═════ Given data

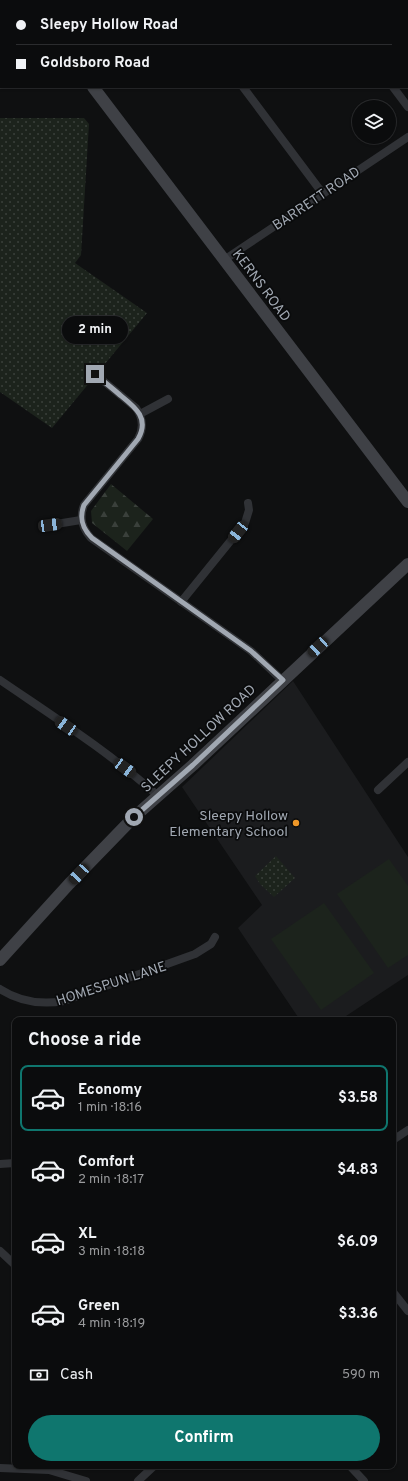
<!DOCTYPE html>
<meta charset="utf-8">
<style>
:root{--surface:#0b0c0d;--page:#141516;--text:#f1f3f6;--muted:#9a9b9d;--line:#2b2c2e;--accent:#0f766e}
body{margin:0;font-family:Overpass,sans-serif;background:var(--page);color:var(--text);height:100vh;display:flex;flex-direction:column;font-size:15px;white-space:nowrap}
*{box-sizing:border-box;margin:0}
p{font-size:13px;color:var(--muted)}
.icon{flex:none;width:22px;height:22px;fill:none;stroke:currentColor;stroke-width:2;stroke-linecap:round;stroke-linejoin:round}
.map{position:relative;flex:1;overflow:hidden}
.drawer{position:absolute;left:12px;top:1017px;width:384px;height:452px;display:flex;flex-direction:column;background:var(--surface);border-radius:8px;box-shadow:0 1px 3px #0004,0 0 0 1px var(--line)}
.drawer>*{flex:none}
.hud{position:absolute;left:0px;top:0px;width:408px;height:88px;box-shadow:0 1px 3px #0004,0 0 0 1px var(--line);display:grid;align-content:center;height:88px;padding:0 16px;background:var(--surface)}
.controls{position:absolute;left:352px;top:100px;display:grid;gap:8px}
.controls a{display:grid;place-items:center;width:44px;height:44px;border-radius:50%;background:var(--surface);box-shadow:0 1px 3px #0004,0 0 0 1px var(--line);font-size:20px}
.end{position:absolute;width:18px;height:18px;margin:-9px;border:5px solid #a1a8b2;background:#111;box-shadow:0 0 0 2px #111}
.from{border-radius:50%}
.bubble{position:absolute;height:28px;border-radius:14px;background:var(--surface);box-shadow:0 1px 3px #0004,0 0 0 1px var(--line);font-size:13px;font-weight:700;line-height:28px;text-align:center}
.car{position:absolute;width:12px;height:24px;margin:-12px -6px;border-radius:5px;box-shadow:0 0 3px 1px #0007;background:linear-gradient(#222 24%,#8ab4d8 0 40%,#222 0 76%,#8ab4d8 0 86%,#222 0)}
.hud b{display:flex;align-items:center;gap:14px;height:38px;font-size:15px}
.hud b+b{border-top:1px solid var(--line)}
.hud i{width:10px;height:10px;background:var(--text)}
ul{padding:0;list-style:none}
li{display:flex;align-items:center;gap:12px;height:66px;margin:0 8px 6px;padding:0 8px;border:2px solid transparent;border-radius:8px}
li div{flex:1}
li b{display:block;font-size:15px}
li em{font-style:normal;font-weight:700}
li.active{border-color:var(--accent)}
li>.icon{width:36px;height:36px;stroke-width:1.5}
h2{padding:0 16px;font-size:18px;line-height:48px}
.pay{display:flex;align-items:center;gap:10px;height:44px;padding:0 16px;font-size:15px}
.pay p{margin-inline-start:auto}
.action{display:flex;gap:8px;margin-top:auto;padding:8px 16px}
.action a{flex:1;height:46px;border-radius:24px;background:var(--accent);color:#fff;font-size:16px;font-weight:700;line-height:46px;text-align:center}
.map>svg:first-child{display:block}
.built{fill:#1b1c1e}
.forest{fill:url(#forest-firs)}
.park{fill:url(#park-dots)}
.pitch{fill:#1c231c}
.lines{fill:none;stroke-linecap:round;stroke-linejoin:round}
.street{stroke:#303236;stroke-width:8}
.secondary{stroke:#3f4146;stroke-width:12}
.route{stroke:#a1a8b2;stroke-width:5}
.poi-dot{fill:#f09828;stroke:#0a0b0c;stroke-width:1.5}
.labels{text-anchor:middle;stroke-width:3.5;stroke-linejoin:round;paint-order:stroke}
.street-label{font-size:14px;fill:#a1a8b2;stroke:#0a0b0c}
.poi-label{font-size:14px;fill:#a1a8b2;stroke:#0a0b0c;text-anchor:end}
</style>
<div class="map">
<svg width="408" height="1481" viewBox="0 0 408 1481">
<defs>
<pattern id="forest-firs" width="22" height="20" patternUnits="userSpaceOnUse"><rect width="22" height="20" fill="#1c231c"/><path d="M5 1l3.5 6h-7zM16 11l3.5 6h-7z" fill="#3a403b"/></pattern>
<pattern id="park-dots" width="8" height="8" patternUnits="userSpaceOnUse"><rect width="8" height="8" fill="#1c231c"/><path d="M2 2h.1M6 6h.1" fill="none" stroke="#3a403b" stroke-width="1.8" stroke-linecap="round"/></pattern>
</defs>
<rect width="100%" height="100%" fill="#0f1011"/>
<path class="built" d="M293,681l115,176v118l-68,45h-40l-62,-92 24,-23 -80,-118z"/>
<path class="forest" d="M111,484l42,35 -26,32 -35,-28 -1,-12z"/>
<g class="park">
<path d="M0,118h84l5,6 -8,131 -6,8 72,50 -95,115 -52,-36z"/>
<path d="M276,856l19,22 -21,19 -14,-13 -5,-8z"/>
</g>
<g class="pitch">
<path d="M389,859l19,27v69l-20,13 -51,-74z"/>
<path d="M324,903l50,70 -53,37 -50,-71z"/>
</g>
<g class="lines">
<g class="street">
<path d="M185,0l1,1"/>
<path d="M327,0l1,1"/>
<path d="M243,87l80,107"/>
<path d="M393,87l15,20"/>
<path d="M224,260l184,-123"/>
<path d="M95,374l41,34c7,10 8,20 2,31l-54,66c-5,13 -2,23 7,33l160,113 32,30"/>
<path d="M140,414l28,-15"/>
<path d="M50,525l31,-5"/>
<path d="M181,602l64,-79 4,-13 -1,-7"/>
<path d="M0,680c54,37 109,72 157,115"/>
<path d="M378,790l30,-28"/>
<path d="M0,989c20,13 41,16 64,12l131,-47 16,-10 4,-7"/>
<path d="M393,1140l15,-10"/>
<path d="M0,1164l15,-1"/>
<path d="M0,1251l15,14"/>
<path d="M393,1292l15,19"/>
<path d="M350,1466l14,15"/>
<path d="M0,1468l49,2 37,11"/>
<path d="M138,1481l16,-15"/>
</g>
<g class="secondary">
<path d="M27,0l1,1"/>
<path d="M93,87l315,415"/>
<path d="M0,960l69,-76 65,-67 59,-52 215,-201"/>
</g>
</g>
<g class="lines">
<path class="route" d="M95,374c8,7 17,14 25,21 15,12 30,23 18,44l-54,66c-5,13 -2,23 8,33l159,113 32,29 -90,85 -59,52"/>
</g>
<circle class="poi-dot" cx="296" cy="823" r="4"/>
<g class="labels">
<g class="street-label">
<text transform="translate(316 198) rotate(-34)" y="5">BARRETT ROAD</text>
<text transform="translate(262 285) rotate(53)" y="5">KERNS ROAD</text>
<text transform="translate(198 738) rotate(-43)" y="5">SLEEPY HOLLOW ROAD</text>
<text transform="translate(111 983) rotate(-18)" y="5">HOMESPUN LANE</text>
</g>
<g class="poi-label">
<text x="288" y="820">Sleepy Hollow<tspan x="288" dy="16">Elementary School</tspan></text>
</g>
</g>
</svg>
<div class="controls">
<a><svg class="icon" aria-label="layers" viewBox="0 0 24 24"><path d="M12 4l9 5-9 5-9-5zM3 14l9 5 9-5"/></svg></a>
</div>
<i class="end from" style="left:134px;top:817px"></i>
<i class="end" style="left:95px;top:374px"></i>
<div class="bubble" style="left:62px;top:316px;width:66px">2 min</div>
<i class="car" style="left:50px;top:525px;rotate:82deg"></i>
<i class="car" style="left:238px;top:532px;rotate:218deg"></i>
<i class="car" style="left:318px;top:647px;rotate:227deg"></i>
<i class="car" style="left:66px;top:726px;rotate:305deg"></i>
<i class="car" style="left:125px;top:768px;rotate:126deg"></i>
<i class="car" style="left:79px;top:874px;rotate:223deg"></i>
<div class="hud">
<b><i class="from"></i>Sleepy Hollow Road</b>
<b><i></i>Goldsboro Road</b>
</div>
<section class="drawer">
<h2>Choose a ride</h2>
<ul>
<li class="active"><svg class="icon" aria-label="car" viewBox="0 0 24 24"><path d="M5 17H2v-5l4-1 3-4h7l3 4 3 1v5h-3M9 17h6M6 11h13"/><circle cx="7" cy="17" r="2"/><circle cx="17" cy="17" r="2"/></svg><div><b>Economy</b><p>1 min · 18:16</p></div><em>$3.58</em></li>
<li><svg class="icon" aria-label="car" viewBox="0 0 24 24"><path d="M5 17H2v-5l4-1 3-4h7l3 4 3 1v5h-3M9 17h6M6 11h13"/><circle cx="7" cy="17" r="2"/><circle cx="17" cy="17" r="2"/></svg><div><b>Comfort</b><p>2 min · 18:17</p></div><em>$4.83</em></li>
<li><svg class="icon" aria-label="car" viewBox="0 0 24 24"><path d="M5 17H2v-5l4-1 3-4h7l3 4 3 1v5h-3M9 17h6M6 11h13"/><circle cx="7" cy="17" r="2"/><circle cx="17" cy="17" r="2"/></svg><div><b>XL</b><p>3 min · 18:18</p></div><em>$6.09</em></li>
<li><svg class="icon" aria-label="car" viewBox="0 0 24 24"><path d="M5 17H2v-5l4-1 3-4h7l3 4 3 1v5h-3M9 17h6M6 11h13"/><circle cx="7" cy="17" r="2"/><circle cx="17" cy="17" r="2"/></svg><div><b>Green</b><p>4 min · 18:19</p></div><em>$3.36</em></li>
</ul>
<div class="pay"><svg class="icon" aria-label="cash" viewBox="0 0 24 24"><path d="M3 7h18v10H3z"/><circle cx="12" cy="12" r="2"/></svg>Cash<p>590 m</p></div>
<div class="action"><a>Confirm</a></div>
</section>
</div>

══════════

## Work instructions
Please copy each line of the records above in which the word "bubble" can be found.

## Result of the exercise
.bubble{position:absolute;height:28px;border-radius:14px;background:var(--surface);box-shadow:0 1px 3px #0004,0 0 0 1px var(--line);font-size:13px;font-weight:700;line-height:28px;text-align:center}
<div class="bubble" style="left:62px;top:316px;width:66px">2 min</div>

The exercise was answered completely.